Predicting prognosis in hepatocellular carcinoma after curative surgery with common clinicopathologic parameters

Abstract

Background: Surgical resection is one important curative treatment for hepatocellular carcinoma (HCC), but the prognosis following surgery differs substantially and such large variation is mainly unexplained. A review of the literature yields a number of clinicopathologic parameters associated with HCC prognosis. However, the results are not consistent due to lack of systemic approach to establish a prediction model incorporating all these parameters.

Methods: We conducted a retrospective analysis on the common clinicopathologic parameters from a cohort of 572 ethnic Chinese HCC patients who received curative surgery. The cases were randomly divided into training (n = 272) and validation (n = 300) sets.
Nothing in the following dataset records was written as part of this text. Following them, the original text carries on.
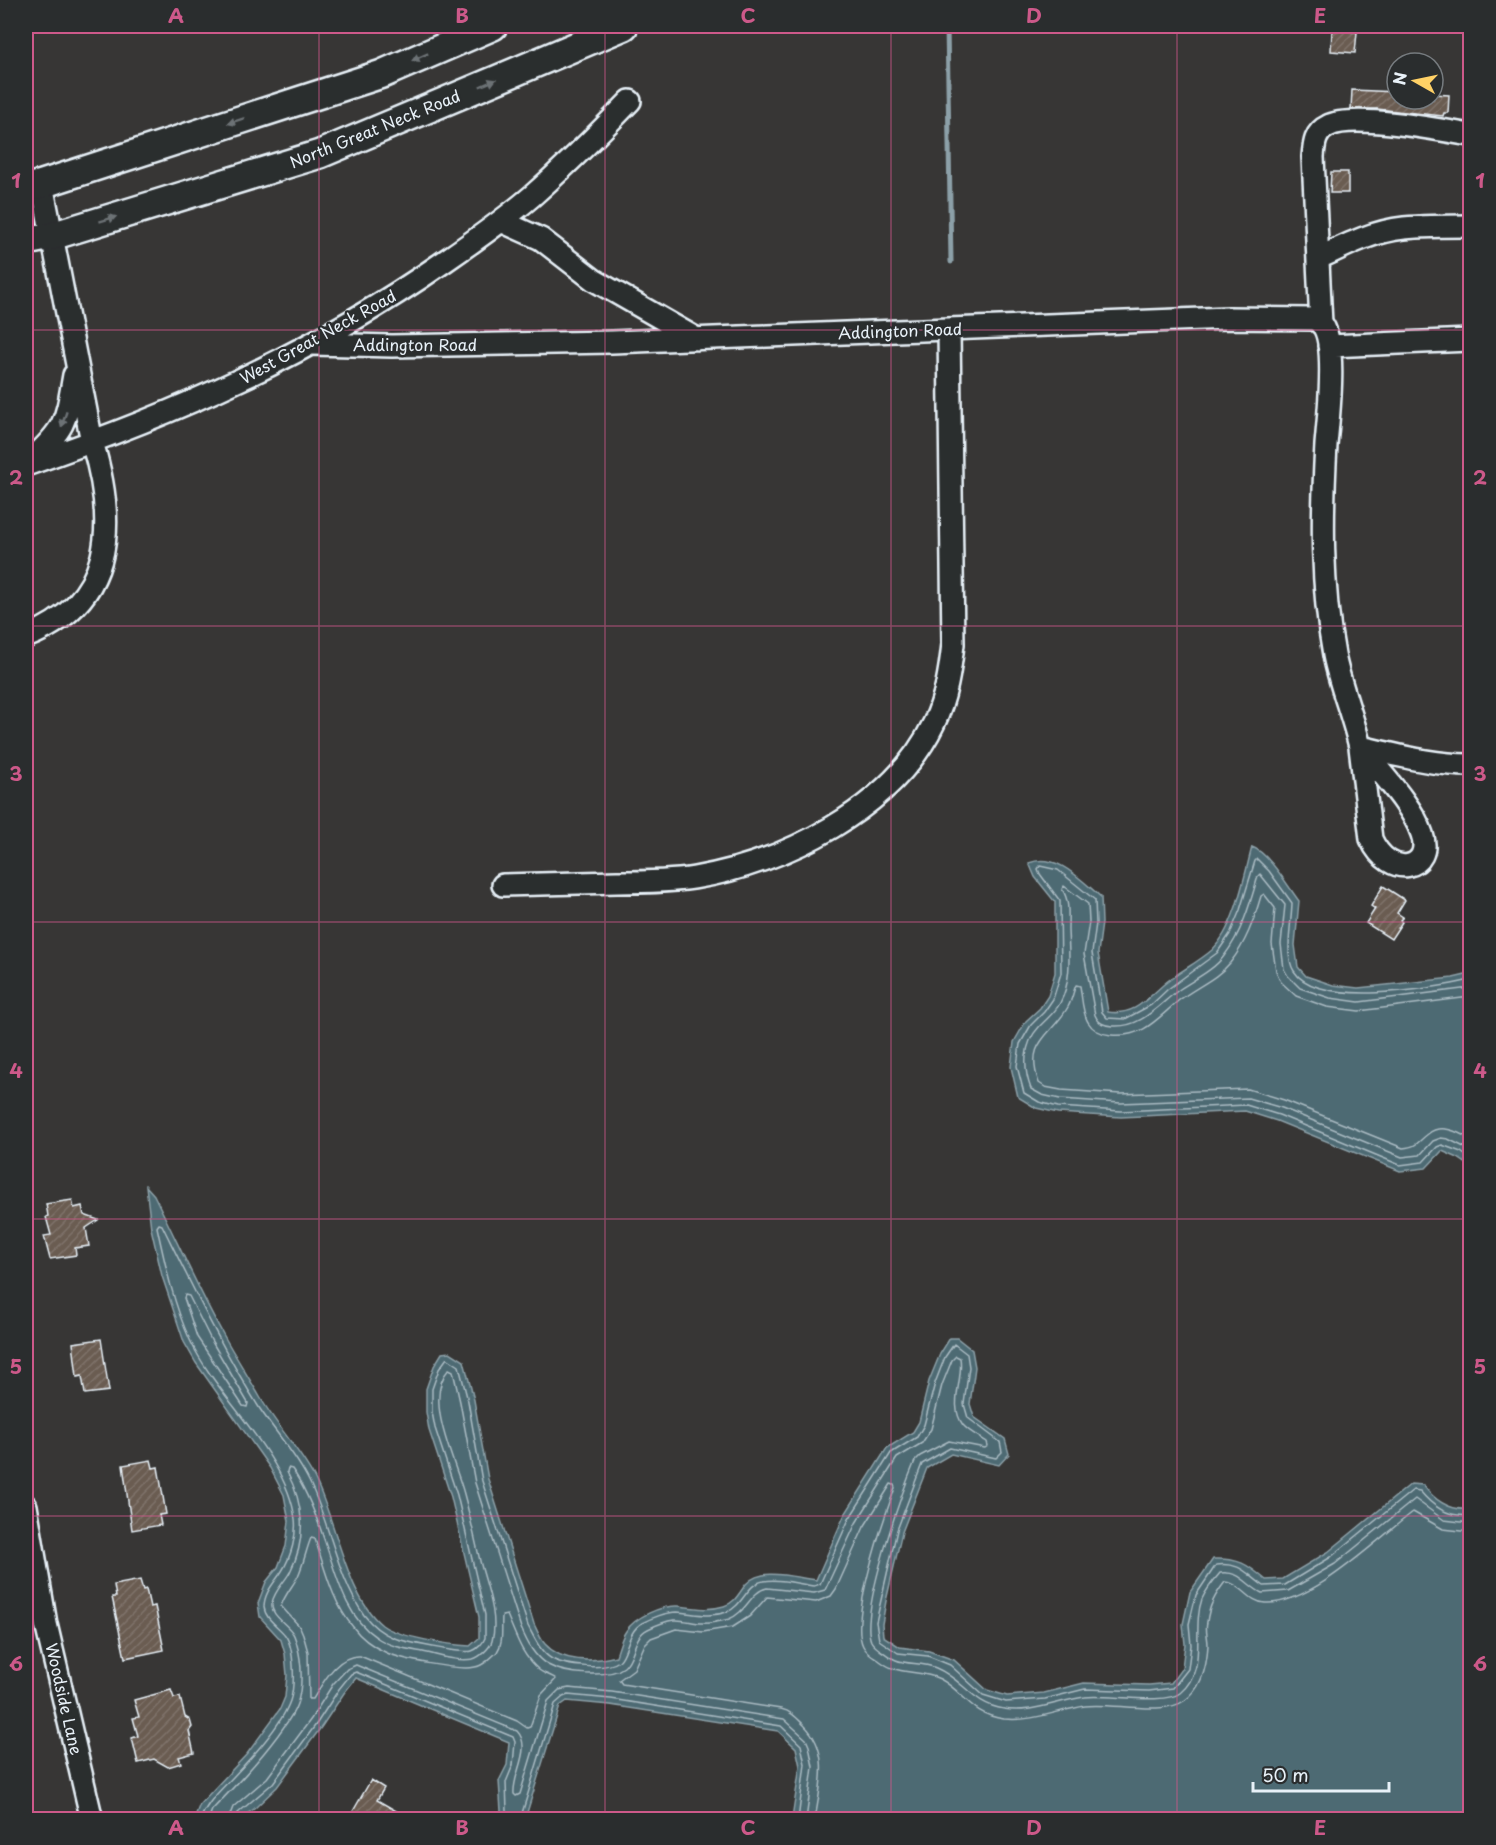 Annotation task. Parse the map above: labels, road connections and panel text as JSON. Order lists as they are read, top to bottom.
{
  "streets": {
    "main road": ["North Great Neck Road"],
    "street": ["Addington Road", "West Great Neck Road", "Woodside Lane"]
  },
  "crossings": [
    ["Addington Road", "West Great Neck Road"]
  ],
  "scale_bar": "50 m",
  "north": "left",
  "grid": {
    "columns": [
      "A",
      "B",
      "C",
      "D",
      "E"
    ],
    "rows": [
      "1",
      "2",
      "3",
      "4",
      "5",
      "6"
    ]
  }
}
Each parameter was individually tested and the significant parameters were entered into a linear classifier for model building, and the prediction accuracy was assessed in the validation set

Results: Our findings based on the training set data reveal 6 common clinicopathologic parameters (tumor size, number of tumor nodules, tumor stage, venous infiltration status, and serum alpha-fetoprotein and total albumin levels) that were significantly associated with the overall HCC survival and disease-free survival (time to recurrence). We next built a linear classifier model by multivariate Cox regression to predict prognostic outcomes of HCC patients after curative surgery This analysis detected a considerable fraction of variance in HCC prognosis and the area under the ROC curve was about 70%. We further evaluated the model using two other protocols; leave-one-out procedure (n = 264) and independent validation (n = 300). Both were found to have excellent prediction power. The predicted score could separate patients into distinct groups with respect to survival (p-value = 1.8e-12) and disease free survival (p-value = 3.2e-7).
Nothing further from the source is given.